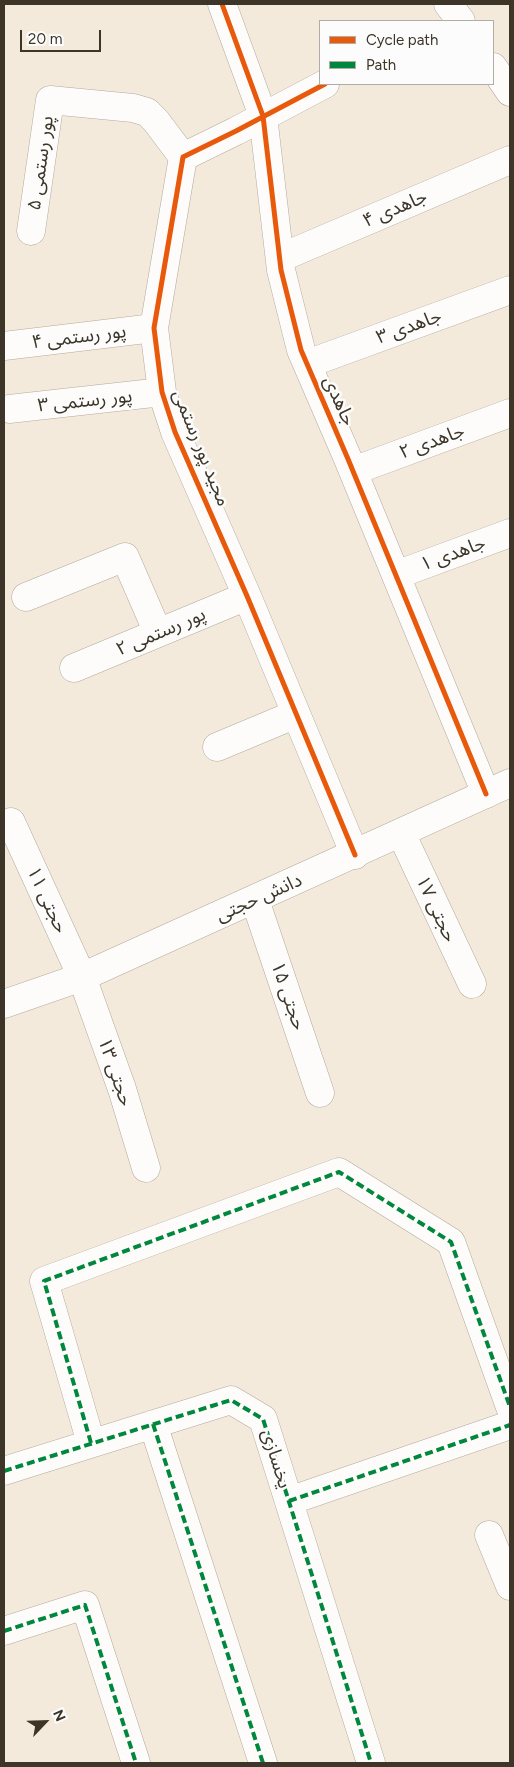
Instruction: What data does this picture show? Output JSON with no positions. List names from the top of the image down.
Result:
{
  "streets": {
    "street": [
      "پور رستمی ۵",
      "جاهدی ۴",
      "جاهدی ۳",
      "پور رستمی ۴",
      "پور رستمی ۳",
      "جاهدی",
      "جاهدی ۲",
      "مجید پور رستمی",
      "جاهدی ۱",
      "پور رستمی ۲",
      "دانش حجتی",
      "حجتی ۱۱",
      "حجتی ۱۷",
      "حجتی ۱۵",
      "حجتی ۱۳",
      "یخسازی"
    ]
  },
  "crossings": [
    ["پور رستمی ۵", "مجید پور رستمی"],
    ["جاهدی ۴", "جاهدی"],
    ["جاهدی ۳", "جاهدی"],
    ["پور رستمی ۴", "مجید پور رستمی"],
    ["پور رستمی ۳", "مجید پور رستمی"],
    ["جاهدی", "جاهدی ۲"],
    ["جاهدی", "جاهدی ۱"],
    ["جاهدی", "دانش حجتی"],
    ["مجید پور رستمی", "پور رستمی ۲"],
    ["مجید پور رستمی", "دانش حجتی"],
    ["دانش حجتی", "حجتی ۱۱"],
    ["دانش حجتی", "حجتی ۱۷"],
    ["دانش حجتی", "حجتی ۱۵"],
    ["دانش حجتی", "حجتی ۱۳"],
    ["حجتی ۱۱", "حجتی ۱۳"]
  ],
  "legend": ["Cycle path", "Path"],
  "scale_bar": "20 m",
  "north": "top right"
}
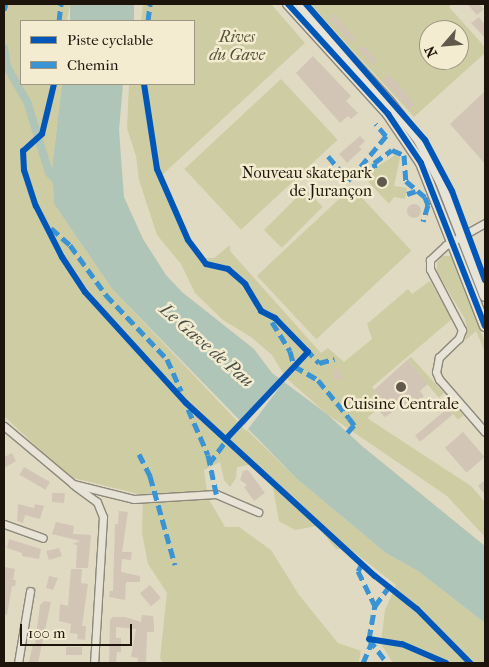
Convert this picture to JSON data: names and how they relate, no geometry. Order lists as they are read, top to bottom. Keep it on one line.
{"water":["Le Gave de Pau"],"parks":["Rives du Gave"],"places":["Nouveau skatepark de Jurançon","Cuisine Centrale"],"legend":["Piste cyclable","Chemin"],"scale_bar":"100 m","north":"bottom left"}
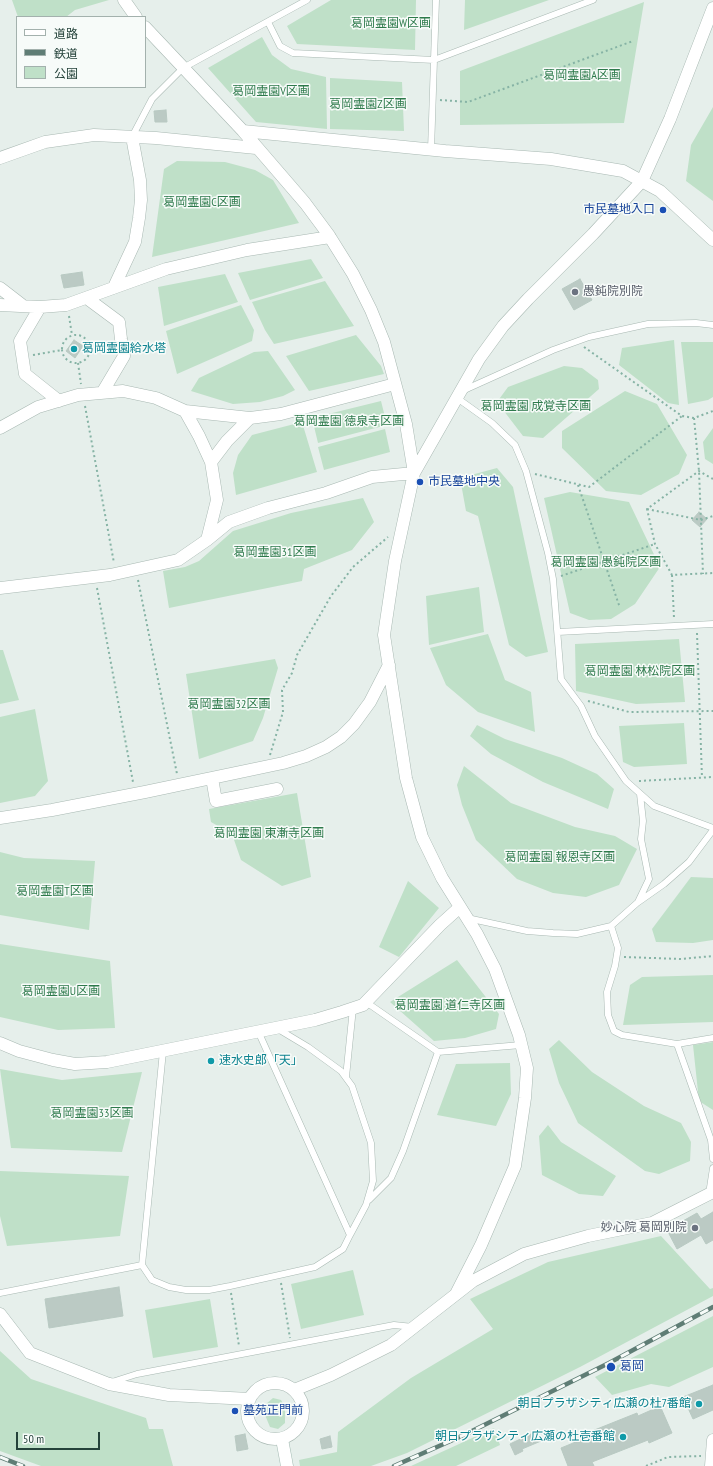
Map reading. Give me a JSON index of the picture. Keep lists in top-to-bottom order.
{
  "parks": [
    "葛岡霊園W区画",
    "葛岡霊園A区画",
    "葛岡霊園V区画",
    "葛岡霊園Z区画",
    "葛岡霊園C区画",
    "葛岡霊園 成覚寺区画",
    "葛岡霊園 徳泉寺区画",
    "葛岡霊園31区画",
    "葛岡霊園 愚鈍院区画",
    "葛岡霊園 林松院区画",
    "葛岡霊園32区画",
    "葛岡霊園 東漸寺区画",
    "葛岡霊園 報恩寺区画",
    "葛岡霊園T区画",
    "葛岡霊園U区画",
    "葛岡霊園 道仁寺区画",
    "葛岡霊園33区画"
  ],
  "places": [
    "市民墓地入口",
    "愚鈍院別院",
    "葛岡霊園給水塔",
    "市民墓地中央",
    "速水史郎「天」",
    "妙心院 葛岡別院",
    "葛岡",
    "朝日プラザシティ広瀬の杜7番館",
    "墓苑正門前",
    "朝日プラザシティ広瀬の杜壱番館"
  ],
  "legend": ["道路", "鉄道", "公園"],
  "scale_bar": "50 m"
}
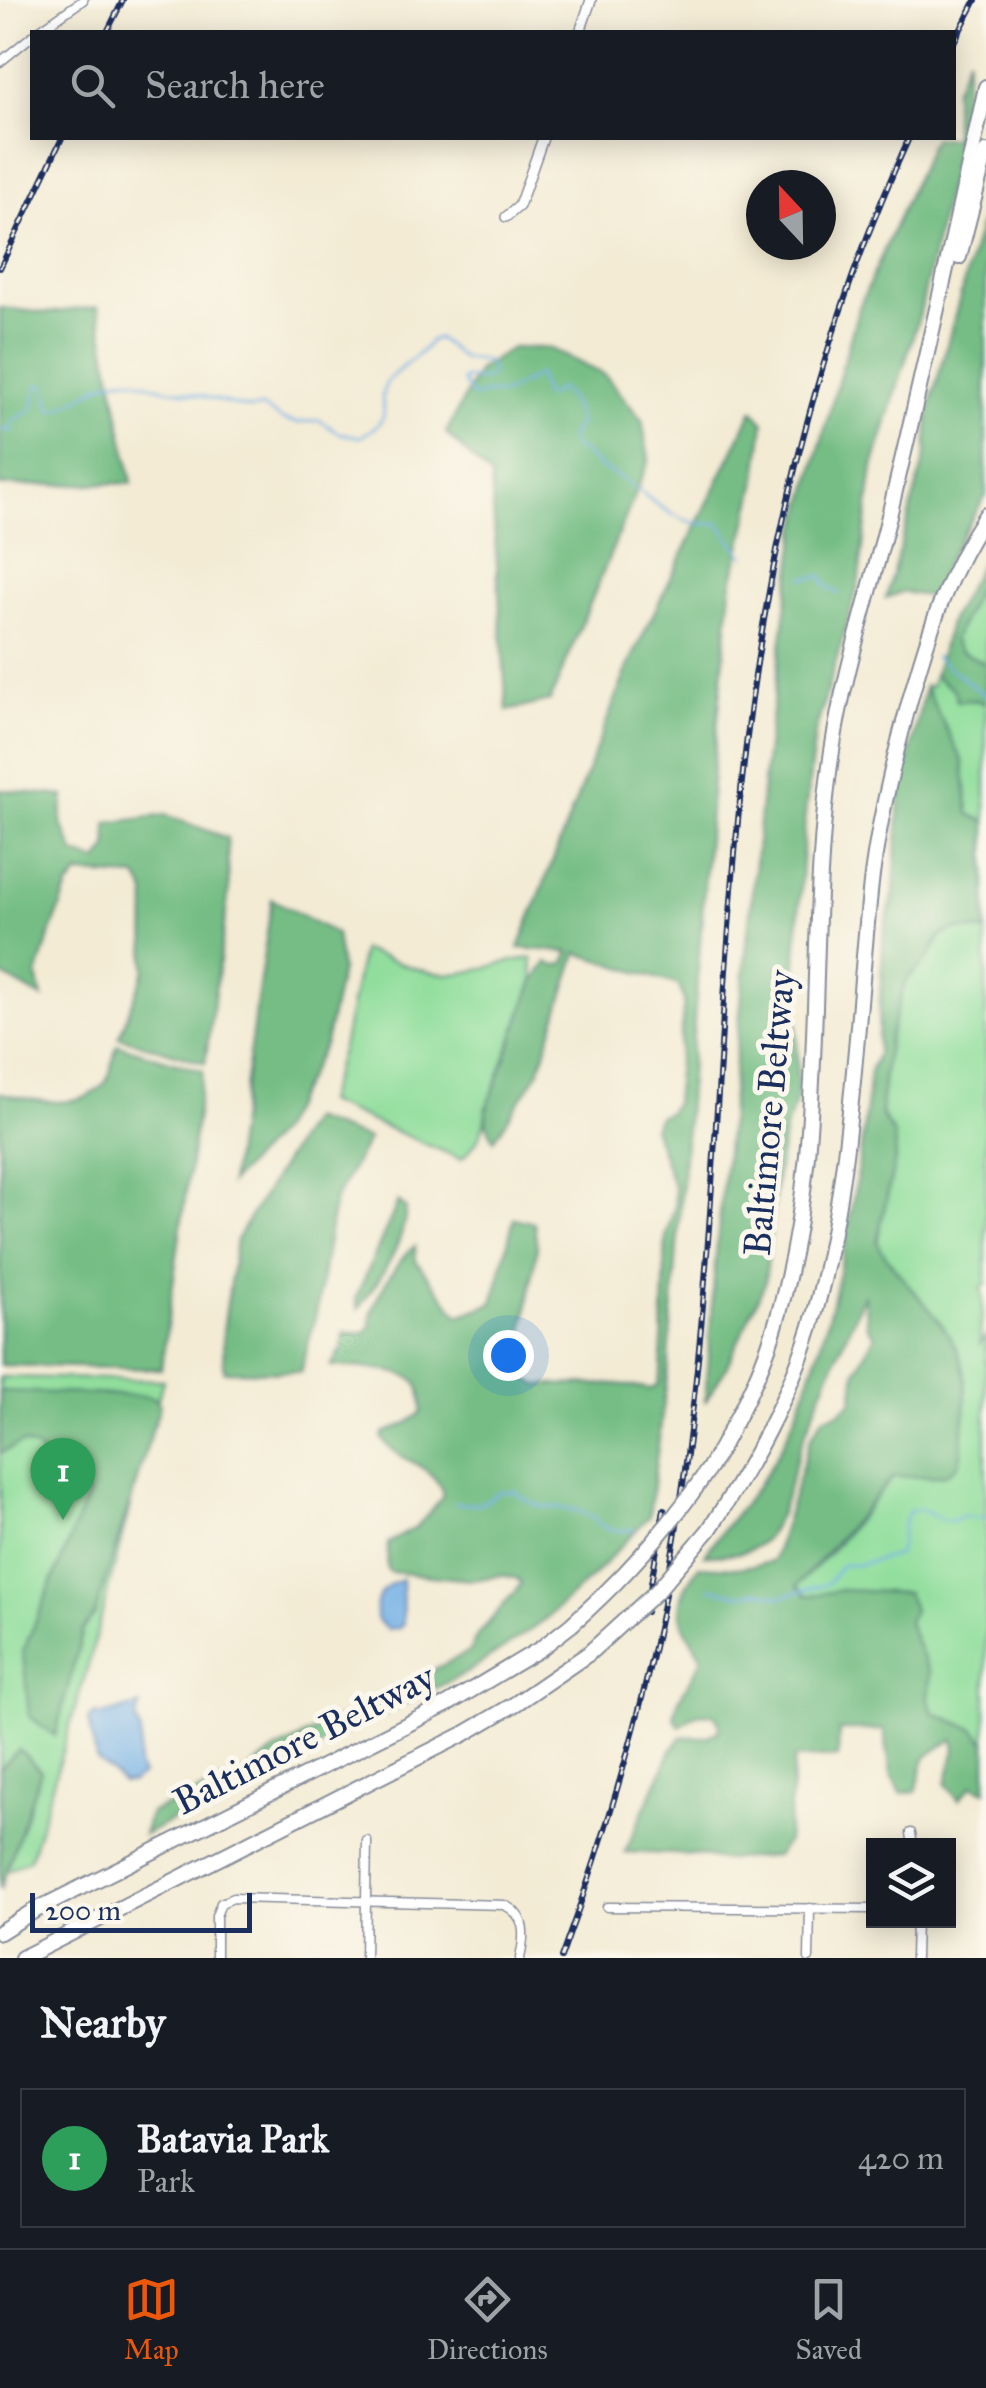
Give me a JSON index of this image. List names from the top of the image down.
======
#### DESCRIPTION OF THE TASK
Should there be pictures in the data, leave them out and return the rest exactly.

#### SOLUTION TO THE EXERCISE
Instruction: What data does this picture show? Output JSON with no positions. List names from the top of the image down.
Result:
{
  "streets": {
    "street": [
      "پور رستمی ۵",
      "جاهدی ۴",
      "جاهدی ۳",
      "پور رستمی ۴",
      "پور رستمی ۳",
      "جاهدی",
      "جاهدی ۲",
      "مجید پور رستمی",
      "جاهدی ۱",
      "پور رستمی ۲",
      "دانش حجتی",
      "حجتی ۱۱",
      "حجتی ۱۷",
      "حجتی ۱۵",
      "حجتی ۱۳",
      "یخسازی"
    ]
  },
  "crossings": [
    ["پور رستمی ۵", "مجید پور رستمی"],
    ["جاهدی ۴", "جاهدی"],
    ["جاهدی ۳", "جاهدی"],
    ["پور رستمی ۴", "مجید پور رستمی"],
    ["پور رستمی ۳", "مجید پور رستمی"],
    ["جاهدی", "جاهدی ۲"],
    ["جاهدی", "جاهدی ۱"],
    ["جاهدی", "دانش حجتی"],
    ["مجید پور رستمی", "پور رستمی ۲"],
    ["مجید پور رستمی", "دانش حجتی"],
    ["دانش حجتی", "حجتی ۱۱"],
    ["دانش حجتی", "حجتی ۱۷"],
    ["دانش حجتی", "حجتی ۱۵"],
    ["دانش حجتی", "حجتی ۱۳"],
    ["حجتی ۱۱", "حجتی ۱۳"]
  ],
  "legend": ["Cycle path", "Path"],
  "scale_bar": "20 m",
  "north": "top right"
}
Convert this picture to JSON data: names and how they relate, no geometry. Order lists as they are read, top to bottom. Keep it on one line.
{"water":["Le Gave de Pau"],"parks":["Rives du Gave"],"places":["Nouveau skatepark de Jurançon","Cuisine Centrale"],"legend":["Piste cyclable","Chemin"],"scale_bar":"100 m","north":"bottom left"}
Map reading. Give me a JSON index of the picture. Keep lists in top-to-bottom order.
{
  "parks": [
    "葛岡霊園W区画",
    "葛岡霊園A区画",
    "葛岡霊園V区画",
    "葛岡霊園Z区画",
    "葛岡霊園C区画",
    "葛岡霊園 成覚寺区画",
    "葛岡霊園 徳泉寺区画",
    "葛岡霊園31区画",
    "葛岡霊園 愚鈍院区画",
    "葛岡霊園 林松院区画",
    "葛岡霊園32区画",
    "葛岡霊園 東漸寺区画",
    "葛岡霊園 報恩寺区画",
    "葛岡霊園T区画",
    "葛岡霊園U区画",
    "葛岡霊園 道仁寺区画",
    "葛岡霊園33区画"
  ],
  "places": [
    "市民墓地入口",
    "愚鈍院別院",
    "葛岡霊園給水塔",
    "市民墓地中央",
    "速水史郎「天」",
    "妙心院 葛岡別院",
    "葛岡",
    "朝日プラザシティ広瀬の杜7番館",
    "墓苑正門前",
    "朝日プラザシティ広瀬の杜壱番館"
  ],
  "legend": ["道路", "鉄道", "公園"],
  "scale_bar": "50 m"
}
Give me a JSON index of this image. List names from the top of the image down.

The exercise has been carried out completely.